* **What is needed**
Report every line in the listing that contains the string "controls".
"""
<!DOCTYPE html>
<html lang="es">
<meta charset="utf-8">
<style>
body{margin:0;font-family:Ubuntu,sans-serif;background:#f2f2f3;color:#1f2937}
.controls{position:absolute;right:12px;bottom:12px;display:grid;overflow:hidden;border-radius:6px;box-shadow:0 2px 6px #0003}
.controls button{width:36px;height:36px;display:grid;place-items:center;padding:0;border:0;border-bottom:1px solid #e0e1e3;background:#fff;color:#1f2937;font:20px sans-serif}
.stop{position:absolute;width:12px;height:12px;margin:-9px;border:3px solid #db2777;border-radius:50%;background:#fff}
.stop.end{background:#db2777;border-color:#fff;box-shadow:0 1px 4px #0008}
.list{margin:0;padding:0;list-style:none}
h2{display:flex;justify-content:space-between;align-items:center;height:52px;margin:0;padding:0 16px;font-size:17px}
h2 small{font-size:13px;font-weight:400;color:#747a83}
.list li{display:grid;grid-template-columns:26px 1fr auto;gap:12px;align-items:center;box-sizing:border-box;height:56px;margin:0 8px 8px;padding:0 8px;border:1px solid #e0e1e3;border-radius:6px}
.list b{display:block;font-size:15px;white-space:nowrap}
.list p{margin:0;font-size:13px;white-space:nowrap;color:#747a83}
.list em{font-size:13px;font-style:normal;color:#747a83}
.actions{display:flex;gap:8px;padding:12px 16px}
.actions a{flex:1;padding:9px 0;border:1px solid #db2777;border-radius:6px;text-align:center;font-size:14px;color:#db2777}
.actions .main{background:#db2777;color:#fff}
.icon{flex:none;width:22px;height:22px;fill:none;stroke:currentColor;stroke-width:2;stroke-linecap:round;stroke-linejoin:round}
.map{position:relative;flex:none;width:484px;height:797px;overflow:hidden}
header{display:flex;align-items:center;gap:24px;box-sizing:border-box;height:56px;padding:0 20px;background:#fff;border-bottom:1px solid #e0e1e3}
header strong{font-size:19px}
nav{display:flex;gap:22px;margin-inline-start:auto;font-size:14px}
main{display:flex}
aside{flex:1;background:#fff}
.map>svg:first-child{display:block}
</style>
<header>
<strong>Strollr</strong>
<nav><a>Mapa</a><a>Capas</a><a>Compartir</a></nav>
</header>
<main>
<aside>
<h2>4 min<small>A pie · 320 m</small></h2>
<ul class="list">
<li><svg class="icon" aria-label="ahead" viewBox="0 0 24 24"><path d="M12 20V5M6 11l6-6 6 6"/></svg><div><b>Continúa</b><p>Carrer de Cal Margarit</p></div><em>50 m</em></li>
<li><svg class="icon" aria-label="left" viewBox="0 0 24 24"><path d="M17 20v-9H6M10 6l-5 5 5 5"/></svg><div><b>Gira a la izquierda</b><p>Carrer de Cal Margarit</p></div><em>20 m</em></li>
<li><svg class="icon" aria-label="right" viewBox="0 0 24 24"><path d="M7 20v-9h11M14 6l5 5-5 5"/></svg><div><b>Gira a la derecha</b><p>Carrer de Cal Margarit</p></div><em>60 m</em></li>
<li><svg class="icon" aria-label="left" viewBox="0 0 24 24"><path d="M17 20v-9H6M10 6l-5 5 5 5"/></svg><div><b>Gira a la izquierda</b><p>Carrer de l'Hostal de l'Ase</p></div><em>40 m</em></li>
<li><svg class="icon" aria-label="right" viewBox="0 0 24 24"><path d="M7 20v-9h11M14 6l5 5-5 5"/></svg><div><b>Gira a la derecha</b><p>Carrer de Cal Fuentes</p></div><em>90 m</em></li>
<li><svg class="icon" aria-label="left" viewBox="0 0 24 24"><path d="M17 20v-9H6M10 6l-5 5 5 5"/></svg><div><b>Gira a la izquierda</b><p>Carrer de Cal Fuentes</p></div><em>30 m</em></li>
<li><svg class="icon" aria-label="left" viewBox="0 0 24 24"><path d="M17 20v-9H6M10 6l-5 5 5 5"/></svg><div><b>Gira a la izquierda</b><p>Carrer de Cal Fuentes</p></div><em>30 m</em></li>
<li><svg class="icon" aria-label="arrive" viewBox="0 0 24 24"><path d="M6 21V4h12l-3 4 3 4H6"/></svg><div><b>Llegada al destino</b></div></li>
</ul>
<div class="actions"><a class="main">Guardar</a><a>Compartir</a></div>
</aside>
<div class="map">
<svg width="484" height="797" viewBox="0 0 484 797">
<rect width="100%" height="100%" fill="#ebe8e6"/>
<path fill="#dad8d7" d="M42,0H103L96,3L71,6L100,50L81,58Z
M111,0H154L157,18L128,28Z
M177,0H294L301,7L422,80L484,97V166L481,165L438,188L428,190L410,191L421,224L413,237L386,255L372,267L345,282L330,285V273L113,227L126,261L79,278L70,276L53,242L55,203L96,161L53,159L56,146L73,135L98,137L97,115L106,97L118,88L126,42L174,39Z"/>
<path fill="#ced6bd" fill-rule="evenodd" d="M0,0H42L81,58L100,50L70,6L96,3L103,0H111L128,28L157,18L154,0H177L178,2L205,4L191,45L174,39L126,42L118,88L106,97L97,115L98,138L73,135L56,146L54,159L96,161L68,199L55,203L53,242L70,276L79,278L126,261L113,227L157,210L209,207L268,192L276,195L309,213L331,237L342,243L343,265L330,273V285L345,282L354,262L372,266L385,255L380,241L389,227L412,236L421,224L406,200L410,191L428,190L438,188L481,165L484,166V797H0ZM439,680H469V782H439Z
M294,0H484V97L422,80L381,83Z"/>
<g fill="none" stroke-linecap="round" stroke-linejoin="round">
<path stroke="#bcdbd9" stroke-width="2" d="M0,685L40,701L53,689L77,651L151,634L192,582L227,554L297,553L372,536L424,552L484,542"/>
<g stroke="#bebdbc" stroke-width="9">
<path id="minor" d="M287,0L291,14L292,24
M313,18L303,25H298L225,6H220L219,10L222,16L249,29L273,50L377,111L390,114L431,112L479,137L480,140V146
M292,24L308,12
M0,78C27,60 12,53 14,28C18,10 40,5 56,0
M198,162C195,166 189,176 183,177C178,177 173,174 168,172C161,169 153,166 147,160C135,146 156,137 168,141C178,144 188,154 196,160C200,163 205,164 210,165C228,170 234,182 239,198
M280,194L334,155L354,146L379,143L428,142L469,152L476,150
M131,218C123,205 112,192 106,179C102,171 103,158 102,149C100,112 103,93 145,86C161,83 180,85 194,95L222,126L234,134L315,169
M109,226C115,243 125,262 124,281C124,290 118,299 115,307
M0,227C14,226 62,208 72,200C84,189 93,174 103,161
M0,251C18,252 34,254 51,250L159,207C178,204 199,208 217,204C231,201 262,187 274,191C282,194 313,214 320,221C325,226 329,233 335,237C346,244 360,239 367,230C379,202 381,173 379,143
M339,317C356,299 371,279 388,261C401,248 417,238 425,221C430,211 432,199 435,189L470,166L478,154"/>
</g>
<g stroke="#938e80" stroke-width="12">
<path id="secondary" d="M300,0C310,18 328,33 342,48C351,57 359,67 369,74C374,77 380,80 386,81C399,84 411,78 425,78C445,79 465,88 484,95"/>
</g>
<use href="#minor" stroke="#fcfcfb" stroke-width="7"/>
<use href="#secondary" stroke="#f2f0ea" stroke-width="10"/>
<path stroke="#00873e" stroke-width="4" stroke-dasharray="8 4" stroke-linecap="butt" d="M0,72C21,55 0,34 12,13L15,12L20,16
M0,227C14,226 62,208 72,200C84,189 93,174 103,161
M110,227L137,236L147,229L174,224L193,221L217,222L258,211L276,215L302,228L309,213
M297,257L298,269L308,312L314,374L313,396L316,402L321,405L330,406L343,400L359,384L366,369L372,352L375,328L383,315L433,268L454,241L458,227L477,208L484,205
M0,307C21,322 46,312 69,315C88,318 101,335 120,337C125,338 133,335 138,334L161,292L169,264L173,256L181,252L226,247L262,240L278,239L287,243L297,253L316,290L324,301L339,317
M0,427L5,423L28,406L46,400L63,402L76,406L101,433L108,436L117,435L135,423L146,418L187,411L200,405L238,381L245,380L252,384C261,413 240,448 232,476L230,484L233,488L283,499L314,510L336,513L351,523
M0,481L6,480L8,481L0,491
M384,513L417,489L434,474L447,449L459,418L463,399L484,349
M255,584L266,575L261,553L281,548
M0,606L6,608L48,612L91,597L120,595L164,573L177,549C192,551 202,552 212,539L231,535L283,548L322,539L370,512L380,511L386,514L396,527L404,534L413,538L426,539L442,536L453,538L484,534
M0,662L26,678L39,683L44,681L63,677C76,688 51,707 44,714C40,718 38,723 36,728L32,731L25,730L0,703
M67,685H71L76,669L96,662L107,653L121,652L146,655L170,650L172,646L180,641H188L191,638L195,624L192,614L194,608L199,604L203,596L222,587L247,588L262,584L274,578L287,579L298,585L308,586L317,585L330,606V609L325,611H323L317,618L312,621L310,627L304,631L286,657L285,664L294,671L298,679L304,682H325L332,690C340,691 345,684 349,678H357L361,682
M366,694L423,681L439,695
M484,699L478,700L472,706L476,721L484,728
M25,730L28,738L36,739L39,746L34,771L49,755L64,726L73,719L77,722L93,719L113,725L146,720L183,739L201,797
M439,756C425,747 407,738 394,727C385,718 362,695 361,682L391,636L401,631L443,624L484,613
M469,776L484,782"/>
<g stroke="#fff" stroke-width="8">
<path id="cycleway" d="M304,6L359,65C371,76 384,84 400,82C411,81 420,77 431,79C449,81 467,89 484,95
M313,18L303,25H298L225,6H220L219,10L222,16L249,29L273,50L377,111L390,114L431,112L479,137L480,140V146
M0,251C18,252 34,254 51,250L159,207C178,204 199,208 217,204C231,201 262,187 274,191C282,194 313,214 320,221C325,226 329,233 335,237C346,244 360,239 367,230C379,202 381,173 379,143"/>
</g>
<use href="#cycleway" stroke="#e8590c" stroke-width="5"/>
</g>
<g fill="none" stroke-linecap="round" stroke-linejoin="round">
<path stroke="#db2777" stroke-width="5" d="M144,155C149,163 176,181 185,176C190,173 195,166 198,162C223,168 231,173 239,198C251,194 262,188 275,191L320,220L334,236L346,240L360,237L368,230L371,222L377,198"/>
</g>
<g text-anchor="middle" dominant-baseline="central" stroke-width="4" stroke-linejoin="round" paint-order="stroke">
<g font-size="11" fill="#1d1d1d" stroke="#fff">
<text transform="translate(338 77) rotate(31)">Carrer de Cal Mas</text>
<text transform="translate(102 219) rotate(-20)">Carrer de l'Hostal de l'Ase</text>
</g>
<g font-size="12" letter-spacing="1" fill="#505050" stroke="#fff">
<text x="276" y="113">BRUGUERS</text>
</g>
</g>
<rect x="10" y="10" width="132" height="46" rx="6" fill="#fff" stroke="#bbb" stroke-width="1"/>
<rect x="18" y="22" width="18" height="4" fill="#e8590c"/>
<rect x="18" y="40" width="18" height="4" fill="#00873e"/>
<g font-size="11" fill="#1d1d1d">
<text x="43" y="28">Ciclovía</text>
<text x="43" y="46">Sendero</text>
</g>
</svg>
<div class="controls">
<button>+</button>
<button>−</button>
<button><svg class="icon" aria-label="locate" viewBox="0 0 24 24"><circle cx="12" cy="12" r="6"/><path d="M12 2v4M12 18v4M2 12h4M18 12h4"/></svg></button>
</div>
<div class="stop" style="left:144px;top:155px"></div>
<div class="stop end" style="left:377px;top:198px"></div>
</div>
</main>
"""
* **Solution for this exercise**
.controls{position:absolute;right:12px;bottom:12px;display:grid;overflow:hidden;border-radius:6px;box-shadow:0 2px 6px #0003}
.controls button{width:36px;height:36px;display:grid;place-items:center;padding:0;border:0;border-bottom:1px solid #e0e1e3;background:#fff;color:#1f2937;font:20px sans-serif}
<div class="controls">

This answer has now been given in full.